What is the possible future use for the biological samples and data from this test?
Biological samples
Thanks to the evolution of sequencing technologies, the quantity of biological material (number of cells) required to carry out the test is very small. Therefore, part of the sample taken (blood…) may still be available and can be reused. You can, through the consent form, accept or oppose this storage. By law, if you accept this sample can be reused:
– Either in the context of the same care procedure (use of another technique, confirmation of results: no further consent will be required.

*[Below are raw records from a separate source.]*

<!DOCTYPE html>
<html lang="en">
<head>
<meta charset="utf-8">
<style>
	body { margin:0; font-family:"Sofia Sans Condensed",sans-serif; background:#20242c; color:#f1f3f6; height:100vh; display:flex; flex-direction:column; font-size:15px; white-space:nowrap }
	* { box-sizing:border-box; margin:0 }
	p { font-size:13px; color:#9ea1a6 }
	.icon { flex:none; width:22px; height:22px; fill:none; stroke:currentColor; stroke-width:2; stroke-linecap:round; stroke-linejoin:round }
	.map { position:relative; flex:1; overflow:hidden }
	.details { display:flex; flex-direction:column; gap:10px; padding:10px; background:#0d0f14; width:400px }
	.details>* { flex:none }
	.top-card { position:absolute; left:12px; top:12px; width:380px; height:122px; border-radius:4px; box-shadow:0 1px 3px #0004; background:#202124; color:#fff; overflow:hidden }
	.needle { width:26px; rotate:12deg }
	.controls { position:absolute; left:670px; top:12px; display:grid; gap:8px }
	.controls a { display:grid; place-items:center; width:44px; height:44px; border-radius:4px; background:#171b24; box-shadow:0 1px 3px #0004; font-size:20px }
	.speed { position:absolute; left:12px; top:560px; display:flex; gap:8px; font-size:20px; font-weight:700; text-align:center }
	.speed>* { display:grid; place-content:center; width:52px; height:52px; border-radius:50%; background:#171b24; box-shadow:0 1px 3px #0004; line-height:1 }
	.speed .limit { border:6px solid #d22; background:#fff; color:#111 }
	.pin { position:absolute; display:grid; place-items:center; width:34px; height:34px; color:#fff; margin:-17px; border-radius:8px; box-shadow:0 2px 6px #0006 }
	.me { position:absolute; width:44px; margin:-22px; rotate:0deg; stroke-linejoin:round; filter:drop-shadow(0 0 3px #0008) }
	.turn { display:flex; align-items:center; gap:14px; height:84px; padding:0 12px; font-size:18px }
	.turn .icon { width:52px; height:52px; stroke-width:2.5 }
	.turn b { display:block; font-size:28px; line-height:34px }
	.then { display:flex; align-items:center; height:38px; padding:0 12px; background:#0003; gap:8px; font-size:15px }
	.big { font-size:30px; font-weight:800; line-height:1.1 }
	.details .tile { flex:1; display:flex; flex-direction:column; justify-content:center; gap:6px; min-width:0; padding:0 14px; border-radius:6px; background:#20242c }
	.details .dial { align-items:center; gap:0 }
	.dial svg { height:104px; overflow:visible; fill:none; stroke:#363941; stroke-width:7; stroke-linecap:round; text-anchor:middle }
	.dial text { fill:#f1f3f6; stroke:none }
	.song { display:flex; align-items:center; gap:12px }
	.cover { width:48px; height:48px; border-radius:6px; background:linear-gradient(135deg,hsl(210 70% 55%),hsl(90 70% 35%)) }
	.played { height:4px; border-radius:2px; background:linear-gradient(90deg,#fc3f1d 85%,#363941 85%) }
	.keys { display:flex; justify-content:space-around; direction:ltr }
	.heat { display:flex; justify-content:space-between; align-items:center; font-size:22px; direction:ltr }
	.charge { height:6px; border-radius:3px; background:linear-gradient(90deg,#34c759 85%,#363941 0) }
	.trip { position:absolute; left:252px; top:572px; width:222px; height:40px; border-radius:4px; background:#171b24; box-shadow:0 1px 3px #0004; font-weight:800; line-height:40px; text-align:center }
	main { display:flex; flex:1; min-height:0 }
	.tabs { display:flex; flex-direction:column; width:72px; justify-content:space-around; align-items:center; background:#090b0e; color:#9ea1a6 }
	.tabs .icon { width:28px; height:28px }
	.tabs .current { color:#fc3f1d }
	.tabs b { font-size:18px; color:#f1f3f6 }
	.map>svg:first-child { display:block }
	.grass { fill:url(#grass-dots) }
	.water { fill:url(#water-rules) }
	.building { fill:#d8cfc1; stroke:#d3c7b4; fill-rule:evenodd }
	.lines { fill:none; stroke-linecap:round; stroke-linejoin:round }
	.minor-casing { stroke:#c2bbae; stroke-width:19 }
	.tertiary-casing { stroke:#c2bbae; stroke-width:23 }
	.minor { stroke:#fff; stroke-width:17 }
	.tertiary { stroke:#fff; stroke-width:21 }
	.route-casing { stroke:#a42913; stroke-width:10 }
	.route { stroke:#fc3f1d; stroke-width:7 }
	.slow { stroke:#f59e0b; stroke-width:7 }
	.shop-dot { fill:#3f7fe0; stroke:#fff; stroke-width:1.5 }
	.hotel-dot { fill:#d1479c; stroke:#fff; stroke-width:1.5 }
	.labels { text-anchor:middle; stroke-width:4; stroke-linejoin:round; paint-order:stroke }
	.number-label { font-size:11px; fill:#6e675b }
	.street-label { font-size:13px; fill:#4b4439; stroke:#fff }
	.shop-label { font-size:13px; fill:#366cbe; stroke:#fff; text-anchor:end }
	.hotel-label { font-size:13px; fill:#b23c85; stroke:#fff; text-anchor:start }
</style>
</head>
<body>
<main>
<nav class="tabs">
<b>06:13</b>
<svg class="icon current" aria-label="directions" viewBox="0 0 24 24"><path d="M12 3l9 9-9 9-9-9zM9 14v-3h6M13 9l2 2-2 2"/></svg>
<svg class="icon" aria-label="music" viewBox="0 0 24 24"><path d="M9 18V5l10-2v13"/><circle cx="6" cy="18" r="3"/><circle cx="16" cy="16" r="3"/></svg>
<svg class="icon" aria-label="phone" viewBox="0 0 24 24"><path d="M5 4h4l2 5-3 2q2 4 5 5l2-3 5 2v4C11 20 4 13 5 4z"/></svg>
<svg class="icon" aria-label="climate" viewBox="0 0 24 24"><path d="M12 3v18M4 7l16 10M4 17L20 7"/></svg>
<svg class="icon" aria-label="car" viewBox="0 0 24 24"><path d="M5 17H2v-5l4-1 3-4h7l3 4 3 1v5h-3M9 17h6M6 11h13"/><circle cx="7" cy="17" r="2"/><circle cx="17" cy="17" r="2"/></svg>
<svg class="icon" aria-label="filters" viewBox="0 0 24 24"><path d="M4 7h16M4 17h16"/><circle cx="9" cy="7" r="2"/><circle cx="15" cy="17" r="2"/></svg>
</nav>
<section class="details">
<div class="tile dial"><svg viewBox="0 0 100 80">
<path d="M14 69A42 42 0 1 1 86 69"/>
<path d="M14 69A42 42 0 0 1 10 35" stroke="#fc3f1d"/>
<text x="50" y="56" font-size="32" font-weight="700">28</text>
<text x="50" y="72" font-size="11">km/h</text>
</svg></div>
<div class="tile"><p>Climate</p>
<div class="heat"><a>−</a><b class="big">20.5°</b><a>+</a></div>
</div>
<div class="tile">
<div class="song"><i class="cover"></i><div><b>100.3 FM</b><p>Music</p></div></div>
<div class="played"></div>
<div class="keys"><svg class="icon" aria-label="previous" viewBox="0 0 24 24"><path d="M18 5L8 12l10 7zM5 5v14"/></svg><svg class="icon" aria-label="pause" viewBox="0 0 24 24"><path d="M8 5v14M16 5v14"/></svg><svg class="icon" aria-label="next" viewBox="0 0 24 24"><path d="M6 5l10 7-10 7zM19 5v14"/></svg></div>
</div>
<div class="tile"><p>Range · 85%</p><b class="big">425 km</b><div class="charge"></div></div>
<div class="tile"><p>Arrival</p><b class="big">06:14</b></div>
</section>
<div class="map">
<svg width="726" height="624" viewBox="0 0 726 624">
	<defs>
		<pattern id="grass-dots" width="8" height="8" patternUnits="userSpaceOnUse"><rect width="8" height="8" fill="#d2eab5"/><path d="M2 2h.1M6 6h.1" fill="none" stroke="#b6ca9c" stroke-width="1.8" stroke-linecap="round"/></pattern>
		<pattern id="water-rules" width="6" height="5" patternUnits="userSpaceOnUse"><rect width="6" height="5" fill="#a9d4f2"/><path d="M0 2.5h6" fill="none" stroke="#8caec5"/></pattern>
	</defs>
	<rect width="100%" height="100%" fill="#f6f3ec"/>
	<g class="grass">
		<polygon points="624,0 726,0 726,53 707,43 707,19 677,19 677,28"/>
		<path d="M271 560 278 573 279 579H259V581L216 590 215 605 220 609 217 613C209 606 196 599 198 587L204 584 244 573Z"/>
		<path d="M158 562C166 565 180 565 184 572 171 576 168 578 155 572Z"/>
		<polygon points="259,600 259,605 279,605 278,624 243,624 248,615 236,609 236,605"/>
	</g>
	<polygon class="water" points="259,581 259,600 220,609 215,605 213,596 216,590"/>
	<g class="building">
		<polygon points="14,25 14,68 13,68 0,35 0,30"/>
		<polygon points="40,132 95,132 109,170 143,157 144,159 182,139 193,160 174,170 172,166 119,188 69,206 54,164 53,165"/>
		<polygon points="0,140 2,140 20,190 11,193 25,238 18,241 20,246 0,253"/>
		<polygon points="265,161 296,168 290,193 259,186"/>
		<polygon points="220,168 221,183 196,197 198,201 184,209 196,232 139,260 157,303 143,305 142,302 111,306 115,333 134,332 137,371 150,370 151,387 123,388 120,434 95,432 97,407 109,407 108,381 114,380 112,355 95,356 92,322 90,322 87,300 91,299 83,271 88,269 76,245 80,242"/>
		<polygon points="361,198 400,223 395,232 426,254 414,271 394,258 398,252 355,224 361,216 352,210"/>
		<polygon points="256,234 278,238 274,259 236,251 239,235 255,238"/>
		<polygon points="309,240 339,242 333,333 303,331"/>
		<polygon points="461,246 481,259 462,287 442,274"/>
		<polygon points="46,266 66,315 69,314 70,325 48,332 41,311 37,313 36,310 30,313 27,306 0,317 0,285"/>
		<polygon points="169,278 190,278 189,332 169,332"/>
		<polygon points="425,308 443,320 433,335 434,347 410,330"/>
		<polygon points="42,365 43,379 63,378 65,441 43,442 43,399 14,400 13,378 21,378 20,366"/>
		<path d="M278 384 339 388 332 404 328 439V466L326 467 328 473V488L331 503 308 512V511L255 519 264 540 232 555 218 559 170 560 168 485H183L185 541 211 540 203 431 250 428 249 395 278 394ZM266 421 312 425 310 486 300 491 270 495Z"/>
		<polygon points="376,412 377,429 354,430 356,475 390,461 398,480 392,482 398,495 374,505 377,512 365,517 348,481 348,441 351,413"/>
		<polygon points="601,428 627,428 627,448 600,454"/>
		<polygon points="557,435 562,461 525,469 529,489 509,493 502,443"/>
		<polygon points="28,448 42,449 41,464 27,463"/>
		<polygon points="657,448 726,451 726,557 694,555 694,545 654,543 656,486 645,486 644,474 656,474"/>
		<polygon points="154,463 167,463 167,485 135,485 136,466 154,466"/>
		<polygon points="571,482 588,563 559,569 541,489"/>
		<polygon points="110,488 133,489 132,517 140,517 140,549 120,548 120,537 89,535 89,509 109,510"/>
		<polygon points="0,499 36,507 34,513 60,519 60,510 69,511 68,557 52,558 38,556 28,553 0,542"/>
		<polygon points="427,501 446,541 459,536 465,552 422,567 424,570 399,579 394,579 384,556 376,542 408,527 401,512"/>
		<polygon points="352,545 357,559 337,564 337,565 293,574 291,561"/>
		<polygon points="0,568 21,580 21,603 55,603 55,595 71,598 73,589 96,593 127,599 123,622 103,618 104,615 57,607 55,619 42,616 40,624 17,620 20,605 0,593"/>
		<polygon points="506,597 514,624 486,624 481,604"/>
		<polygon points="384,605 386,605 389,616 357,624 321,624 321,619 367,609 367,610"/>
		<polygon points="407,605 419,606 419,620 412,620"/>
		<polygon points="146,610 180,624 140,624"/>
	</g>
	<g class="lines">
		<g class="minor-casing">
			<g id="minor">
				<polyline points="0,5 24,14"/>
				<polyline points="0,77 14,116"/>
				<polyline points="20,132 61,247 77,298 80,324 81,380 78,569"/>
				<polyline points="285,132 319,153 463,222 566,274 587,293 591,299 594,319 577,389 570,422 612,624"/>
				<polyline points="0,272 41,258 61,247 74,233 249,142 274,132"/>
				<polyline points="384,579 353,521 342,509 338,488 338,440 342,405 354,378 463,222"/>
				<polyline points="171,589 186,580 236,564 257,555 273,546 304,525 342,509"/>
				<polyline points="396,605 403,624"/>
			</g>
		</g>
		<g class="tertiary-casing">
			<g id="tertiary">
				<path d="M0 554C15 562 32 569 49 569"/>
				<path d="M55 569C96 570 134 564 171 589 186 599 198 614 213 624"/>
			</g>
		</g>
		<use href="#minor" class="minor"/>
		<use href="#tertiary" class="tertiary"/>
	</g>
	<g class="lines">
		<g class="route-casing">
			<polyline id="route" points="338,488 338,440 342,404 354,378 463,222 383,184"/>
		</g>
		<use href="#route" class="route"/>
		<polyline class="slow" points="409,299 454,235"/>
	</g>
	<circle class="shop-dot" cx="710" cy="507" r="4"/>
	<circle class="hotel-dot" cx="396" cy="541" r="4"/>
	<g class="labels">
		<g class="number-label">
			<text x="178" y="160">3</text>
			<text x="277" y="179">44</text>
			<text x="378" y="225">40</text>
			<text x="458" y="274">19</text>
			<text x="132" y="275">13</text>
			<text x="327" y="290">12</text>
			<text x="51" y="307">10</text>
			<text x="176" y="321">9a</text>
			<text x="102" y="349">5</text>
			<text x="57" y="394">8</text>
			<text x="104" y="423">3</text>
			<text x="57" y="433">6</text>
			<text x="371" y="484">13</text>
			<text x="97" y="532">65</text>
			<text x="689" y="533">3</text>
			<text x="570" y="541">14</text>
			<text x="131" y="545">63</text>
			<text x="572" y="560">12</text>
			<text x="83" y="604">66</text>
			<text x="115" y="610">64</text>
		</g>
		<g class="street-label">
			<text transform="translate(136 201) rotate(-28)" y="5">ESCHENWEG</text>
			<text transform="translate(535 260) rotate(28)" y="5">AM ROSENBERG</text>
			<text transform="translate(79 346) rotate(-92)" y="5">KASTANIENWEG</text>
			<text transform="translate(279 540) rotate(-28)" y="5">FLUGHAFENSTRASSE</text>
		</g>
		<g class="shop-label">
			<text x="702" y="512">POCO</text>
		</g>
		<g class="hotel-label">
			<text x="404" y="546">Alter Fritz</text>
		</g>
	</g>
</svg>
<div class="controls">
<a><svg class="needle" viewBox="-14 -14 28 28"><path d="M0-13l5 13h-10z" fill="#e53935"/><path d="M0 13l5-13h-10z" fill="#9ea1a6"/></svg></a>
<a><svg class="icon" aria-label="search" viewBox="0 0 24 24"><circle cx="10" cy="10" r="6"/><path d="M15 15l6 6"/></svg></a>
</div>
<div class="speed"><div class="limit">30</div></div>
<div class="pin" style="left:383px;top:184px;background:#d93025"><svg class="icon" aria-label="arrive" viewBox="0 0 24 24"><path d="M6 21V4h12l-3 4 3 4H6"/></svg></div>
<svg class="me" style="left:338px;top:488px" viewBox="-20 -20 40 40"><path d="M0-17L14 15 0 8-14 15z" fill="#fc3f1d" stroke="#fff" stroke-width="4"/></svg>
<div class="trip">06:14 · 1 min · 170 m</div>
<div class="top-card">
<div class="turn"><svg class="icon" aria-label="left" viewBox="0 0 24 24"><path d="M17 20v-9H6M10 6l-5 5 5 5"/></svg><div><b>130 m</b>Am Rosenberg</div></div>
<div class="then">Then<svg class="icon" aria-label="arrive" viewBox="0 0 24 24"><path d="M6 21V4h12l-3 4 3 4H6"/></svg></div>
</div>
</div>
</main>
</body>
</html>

– Or in the context of research projects. This research may directly concern the pathology for which you came to consult, another pathology of genetic origin or other research. In this case, the researcher is obliged to inform you of his/her research project and to ensure you are not opposed to the use of your samples for this research.
Data
Similarly, data from genetic testing (the sequence of your exome or your genome) are sensitive data for which specific legislation applies:
– In cases where the analysis of your sequence does not provide information about your disease, the data will be stored and will be re-analysed progressively in the light of other information concerning genes potentially involved. No further consent will be requested.
– As for biological samples, the data from sequencing may provide further knowledge through research protocols, in particular for genetic research. If the researcher wants to use your data for his/her protocol, he/she should also inform you of the nature of the processing of your data and note your absence of objection to their use in this case.